Indenização - Segundo Janot, é inegável o direito à
reparação do dano moral sofrido pela recorrente. “O dever de indenizar é, sem
dúvida, uma forma de revisar uma política e, assim, assegurar que a recorrente,
vítima de violação de direitos fundamentais por motivo de identidade de gênero,
tenha acesso a medidas corretivas plenas. É cabível a condenação do
estabelecimento comercial a pagamento por dano moral, quando houver abordagem
de transgênero que vise a constranger a pessoa a utilizar banheiro do sexo
oposto ao qual se dirigiu, por identificação psicossocial”, defende.
Direitos reconhecidos – No parecer, o procurador-geral
argumenta que já foram reconhecidos no Brasil outros direitos à população trans
- ou seja, as pessoas que têm identidade ou expressão diferente da atribuída no
nascimento -, como a adoção, o serviço às forças armadas e a alteração de
registro de quem realizou a cirurgia de transgenitalização. Para sustentar a
manifestação, Janot baseou-se nos Princípios de Yogykarta, na declaração
Universal dos Direitos Humanos, no Pacto Internacional sobre Direitos Civis, da
Convenção Americana de Direitos Humanos e da Convenção Interamericana contra
Toda Forma de Discriminação e Intolerância, além de resoluções nacionais.
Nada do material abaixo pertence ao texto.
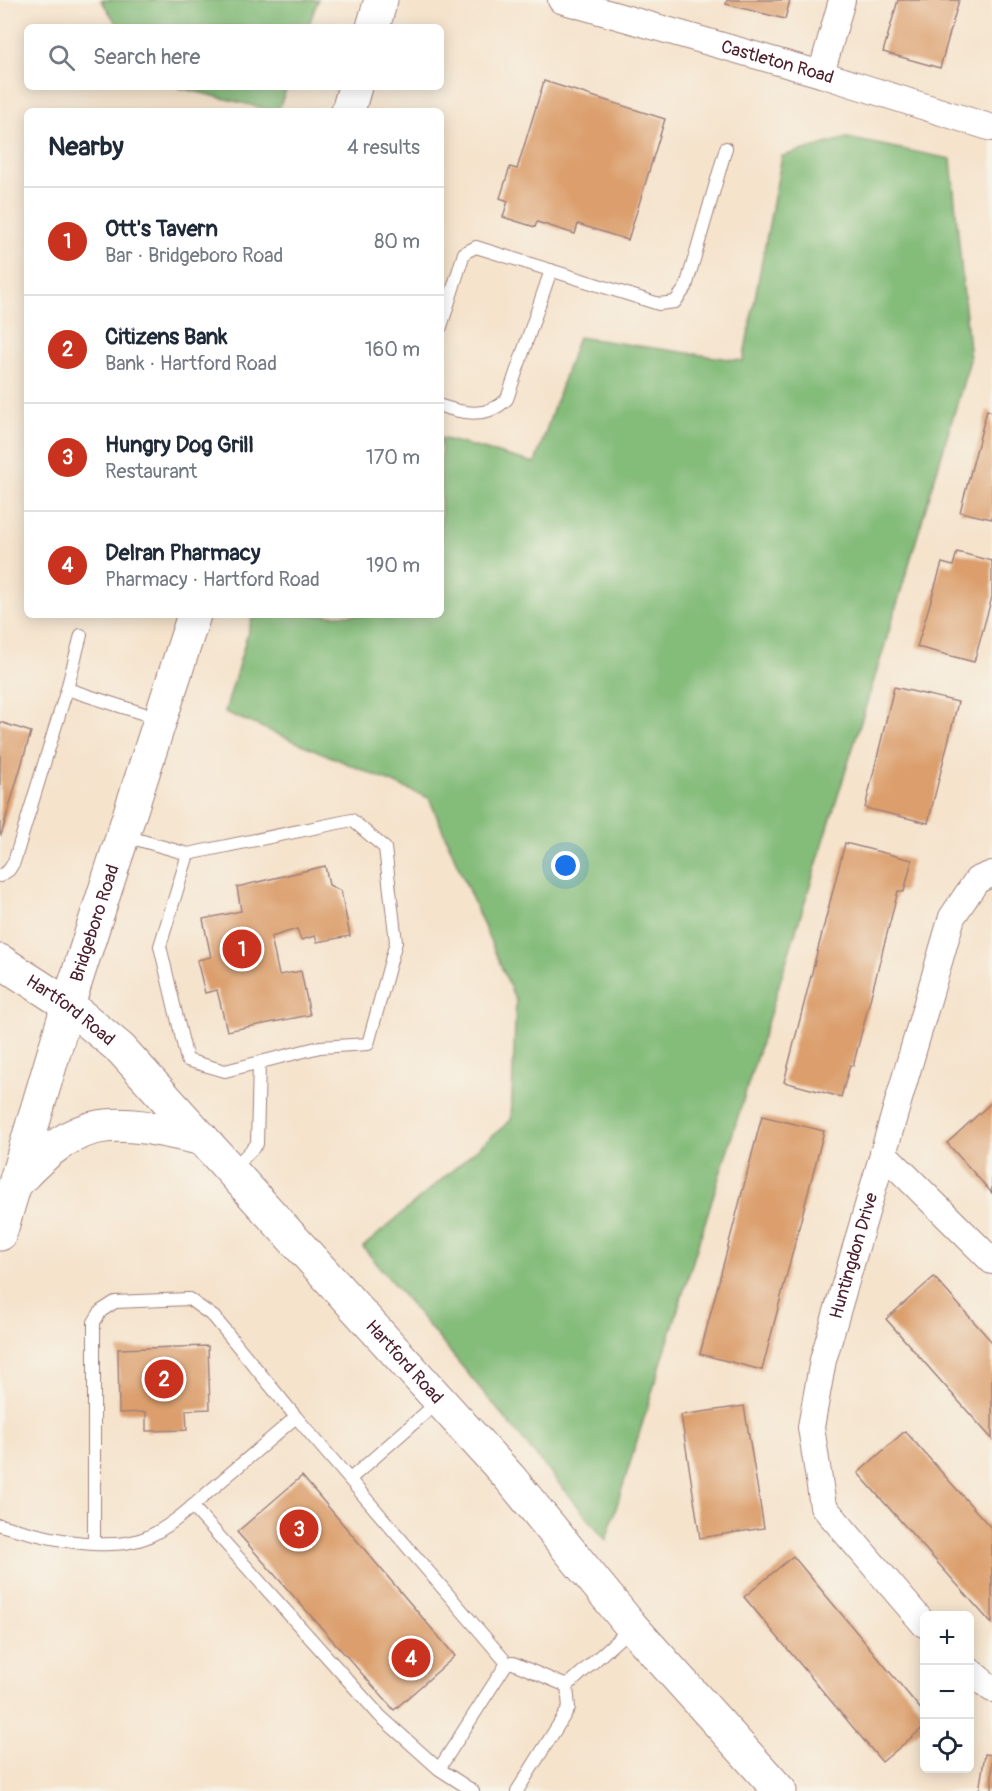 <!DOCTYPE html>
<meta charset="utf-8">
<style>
body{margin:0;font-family:Pangolin,sans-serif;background:#f6f6f7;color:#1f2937}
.controls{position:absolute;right:18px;bottom:18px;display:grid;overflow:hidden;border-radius:9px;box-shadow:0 3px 15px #0003}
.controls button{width:54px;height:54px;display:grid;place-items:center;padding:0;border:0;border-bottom:2px solid #e0e1e3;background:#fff;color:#1f2937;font:30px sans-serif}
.you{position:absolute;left:566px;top:866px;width:21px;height:21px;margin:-15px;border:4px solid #fff;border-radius:50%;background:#1a73e8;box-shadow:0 0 0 9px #1a73e833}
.badge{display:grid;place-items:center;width:39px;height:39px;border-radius:50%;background:#c8321e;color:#fff;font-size:20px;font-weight:700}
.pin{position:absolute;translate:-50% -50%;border:3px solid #fff;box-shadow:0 2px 6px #0006}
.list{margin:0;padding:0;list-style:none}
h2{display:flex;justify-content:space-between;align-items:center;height:78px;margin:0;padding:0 24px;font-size:26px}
h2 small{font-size:20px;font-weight:400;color:#747a83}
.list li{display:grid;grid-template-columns:39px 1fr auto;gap:18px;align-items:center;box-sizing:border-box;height:108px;padding:0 24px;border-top:2px solid #e0e1e3}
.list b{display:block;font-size:22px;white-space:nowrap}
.list p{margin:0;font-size:20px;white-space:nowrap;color:#747a83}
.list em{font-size:20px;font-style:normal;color:#747a83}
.icon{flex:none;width:33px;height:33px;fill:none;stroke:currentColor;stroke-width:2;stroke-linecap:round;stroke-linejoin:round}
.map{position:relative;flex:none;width:992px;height:1791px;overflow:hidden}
.search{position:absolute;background:#fff;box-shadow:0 3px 15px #0003;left:24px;top:24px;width:420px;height:66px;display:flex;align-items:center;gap:15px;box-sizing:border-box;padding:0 21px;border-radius:9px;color:#747a83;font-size:22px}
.panel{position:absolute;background:#fff;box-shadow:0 3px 15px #0003;left:24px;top:108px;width:420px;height:510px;border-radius:9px}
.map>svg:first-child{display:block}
.forest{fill:#84bc7a;stroke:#676e52;stroke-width:1.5}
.building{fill:#db9e6c}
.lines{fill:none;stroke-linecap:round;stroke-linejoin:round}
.service-casing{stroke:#a0817c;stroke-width:14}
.minor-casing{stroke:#a0817c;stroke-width:28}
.secondary-casing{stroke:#a0817c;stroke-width:35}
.primary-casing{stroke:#a0817c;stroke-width:35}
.service{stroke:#fff;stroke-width:12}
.minor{stroke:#fff;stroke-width:26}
.secondary{stroke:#fff;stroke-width:33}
.primary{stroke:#fff;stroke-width:33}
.labels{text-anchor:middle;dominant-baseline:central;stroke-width:5;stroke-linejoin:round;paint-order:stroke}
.street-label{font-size:18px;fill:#4a1f2b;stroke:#f7f3e8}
</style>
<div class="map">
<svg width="992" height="1791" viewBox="0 0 992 1791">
<rect width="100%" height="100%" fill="#f7f3e8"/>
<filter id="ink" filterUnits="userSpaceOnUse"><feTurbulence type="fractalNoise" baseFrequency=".0167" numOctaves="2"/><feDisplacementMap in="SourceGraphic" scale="12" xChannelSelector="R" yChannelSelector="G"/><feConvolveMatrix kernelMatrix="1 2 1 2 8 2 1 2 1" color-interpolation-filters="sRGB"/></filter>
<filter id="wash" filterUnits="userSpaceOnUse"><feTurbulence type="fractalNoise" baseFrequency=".008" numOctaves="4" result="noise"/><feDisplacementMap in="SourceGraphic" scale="24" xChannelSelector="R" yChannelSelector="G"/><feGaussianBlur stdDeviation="1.35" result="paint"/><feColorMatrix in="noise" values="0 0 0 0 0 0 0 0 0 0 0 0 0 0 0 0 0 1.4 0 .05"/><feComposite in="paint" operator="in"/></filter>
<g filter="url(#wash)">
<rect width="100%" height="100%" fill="#f5e3cc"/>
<path class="forest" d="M101 0H318L308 27H119Z
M177 87H287L278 111H275Z
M847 138 951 159 970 360 883 651 606 1540 363 1247 511 1120 516 1001 429 798 225 712 253 615H441V438L535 463 578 337 743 361 782 156Z"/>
<g id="blocks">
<path class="building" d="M727 0H790L785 19 726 4Z
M898 0H959L940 68 883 52Z
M544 81 665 119 628 240 578 224 575 234 537 222 535 227 503 217 508 201 500 198 510 167 517 169Z
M987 410 992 412V519L960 512Z
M957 552 992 561V597L974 662 917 647 942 563 953 566Z
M894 687 958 702 928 823 865 808Z
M0 722 31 732 1 835 0 834Z
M845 843 912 860 904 892 898 891 853 1066 850 1065 841 1097 784 1082Z
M325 866 329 885 341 891 350 936 317 942 315 936 301 940 297 929 271 937 279 975 301 971 310 1015 227 1031 217 990 205 993 197 960 211 957 203 919 241 911 237 887Z
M992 1102V1193L947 1143Z
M762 1116 824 1131 762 1370 700 1354Z
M934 1277 992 1342V1439L886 1319Z
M208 1346 210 1409 186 1410 187 1430 146 1431V1412L119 1413 118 1349Z
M744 1406 764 1528 700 1538 681 1415Z
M905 1431 992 1529V1624L858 1473Z
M302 1476 455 1656 394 1710 237 1532Z
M793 1556 924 1713V1727L882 1762 744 1597Z
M985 1754 992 1755V1791H979Z"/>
</g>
</g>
<g filter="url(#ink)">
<use href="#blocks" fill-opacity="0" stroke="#a0817c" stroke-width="1.5"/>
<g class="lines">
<defs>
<path id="service" d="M441 327 464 253 476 247 659 304 675 302 686 287 726 148
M441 406C465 414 488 418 507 399L551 270
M67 689 81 635
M125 836 188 854 352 820 385 848 396 942 368 1044 320 1047 225 1071 187 1060 160 946 188 854
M0 876 9 870 14 862 67 689 160 719
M232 1170 257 1144 259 1063
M350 1479 439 1401
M192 1506 380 1716 439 1769 473 1791
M0 1525C40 1536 104 1554 145 1538 171 1527 191 1507 212 1489 240 1465 268 1441 296 1417L507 1663 439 1769
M94 1542V1322L101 1311 115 1302 189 1299 214 1317 296 1417
M507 1663H513L567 1686
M567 1686 631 1628
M517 1791 569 1708 567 1686"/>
<g id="minor">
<path id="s1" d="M561 0 821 74 992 128"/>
<path d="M821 74 842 0"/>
<path d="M883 1153 992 1261"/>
<path id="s2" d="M924 1624 823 1506 811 1427 823 1360 952 917 977 880 992 874"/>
<path d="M970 1671 992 1689"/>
</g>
<g id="secondary">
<path id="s3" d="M0 961 68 1005 121 1049 510 1478 632 1627 780 1791"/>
<path d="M18 1181C83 1110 117 1120 203 1139"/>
<path d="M0 1234 68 1005"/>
</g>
<g id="primary">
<path d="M373 27 381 0"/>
<path d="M348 111 355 87"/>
<path id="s4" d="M68 1005 194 615"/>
</g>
</defs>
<use href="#service" class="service-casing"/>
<use href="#minor" class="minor-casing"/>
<use href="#secondary" class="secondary-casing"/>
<use href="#primary" class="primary-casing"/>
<use href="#service" class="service"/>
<use href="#minor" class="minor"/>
<use href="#secondary" class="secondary"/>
<use href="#primary" class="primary"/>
</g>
</g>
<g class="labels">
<g class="street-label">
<text stroke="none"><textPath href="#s1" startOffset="225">Castleton Road</textPath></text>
<text stroke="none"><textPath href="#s4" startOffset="86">Bridgeboro Road</textPath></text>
<text stroke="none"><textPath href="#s3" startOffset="86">Hartford Road</textPath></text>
<text stroke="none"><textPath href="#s2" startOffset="412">Huntingdon Drive</textPath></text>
<text stroke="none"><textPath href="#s3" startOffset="572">Hartford Road</textPath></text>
</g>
</g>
</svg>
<div class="controls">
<button>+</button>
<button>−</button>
<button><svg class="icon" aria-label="locate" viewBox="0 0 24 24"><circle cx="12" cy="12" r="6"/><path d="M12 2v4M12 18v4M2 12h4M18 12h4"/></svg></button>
</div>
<div class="you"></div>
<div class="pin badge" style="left:242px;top:949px">1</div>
<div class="pin badge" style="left:164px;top:1379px">2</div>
<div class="pin badge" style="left:299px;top:1529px">3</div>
<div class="pin badge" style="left:411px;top:1658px">4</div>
<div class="search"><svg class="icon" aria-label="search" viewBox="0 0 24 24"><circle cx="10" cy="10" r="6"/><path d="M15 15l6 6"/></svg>Search here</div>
<section class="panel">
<h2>Nearby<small>4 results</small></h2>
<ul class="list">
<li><span class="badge">1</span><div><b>Ott's Tavern</b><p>Bar · Bridgeboro Road</p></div><em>80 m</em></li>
<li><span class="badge">2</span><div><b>Citizens Bank</b><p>Bank · Hartford Road</p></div><em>160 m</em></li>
<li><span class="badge">3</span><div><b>Hungry Dog Grill</b><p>Restaurant</p></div><em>170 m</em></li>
<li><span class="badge">4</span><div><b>Delran Pharmacy</b><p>Pharmacy · Hartford Road</p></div><em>190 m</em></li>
</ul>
</section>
</div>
Em janeiro deste ano, foi editada a Resolução 12 do
Conselho Nacional de Combate à Discriminação e Promoções dos Direitos de
Lésbicas, Gays, Travestis e Transexuais, que traz orientações sobre o uso do
nome social oralmente, em formulários e sistemas de informação, nos espaços de
ensino e em documentos oficiais. Além disso, a resolução recomenda
expressamente a garantia do uso de banheiros, vestiários e demais espaços
segredados por gênero, de acordo com a identidade de cada pessoa.
Outra conquista aconteceu em maio de 2015, quando foram
assinadas duas resoluções com normas e diretrizes para garantir os direitos da
população de lésbicas, gays, bissexuais, travestis e transexuais que estão no
sistema prisional do Rio de Janeiro. Os documentos garantem o direito à
autodeterminação de gênero no momento do ingresso no sistema penitenciário,
sendo vedada a transferência de cela ou de ala em função da orientação sexual
ou identidade.
Papel do Judiciário – O PGR reconhece que é necessária a
adoção de políticas públicas para eliminar ou, ao menos, reduzir as violações
da integridade e dignidade dos transgêneros. “Isso não significa, contudo, que,
enquanto não implementadas tais políticas, as atuais práticas causadoras de
danos morais ou pessoais aos transgêneros devam ser mantidas impunes, sobretudo
quando reconhecido que a realidade cultural e social do país tem constantemente
levado os indivíduos a lesar direitos fundamentais relativos à dignidade e à
integridade física e psíquica dessas minorias.”
“Violações de direitos humanos que atingem pessoas em
decorrência de sua orientação sexual ou identidade de gênero, real ou
percebida, constituem um padrão consolidado, que causa sérias preocupações que
não podem ser ignoradas pelo Poder Judiciário brasileiro. Essas violações
incluem execuções extrajudiciais, tortura e maus-tratos, detenção arbitrária,
negação de oportunidades de emprego e educação, agressões sexuais, estupro e
invasão de privacidade. Não bastasse isso, as violações são frequentemente
agravadas por outras formas de violência, ódio, discriminação e exclusão”, podera.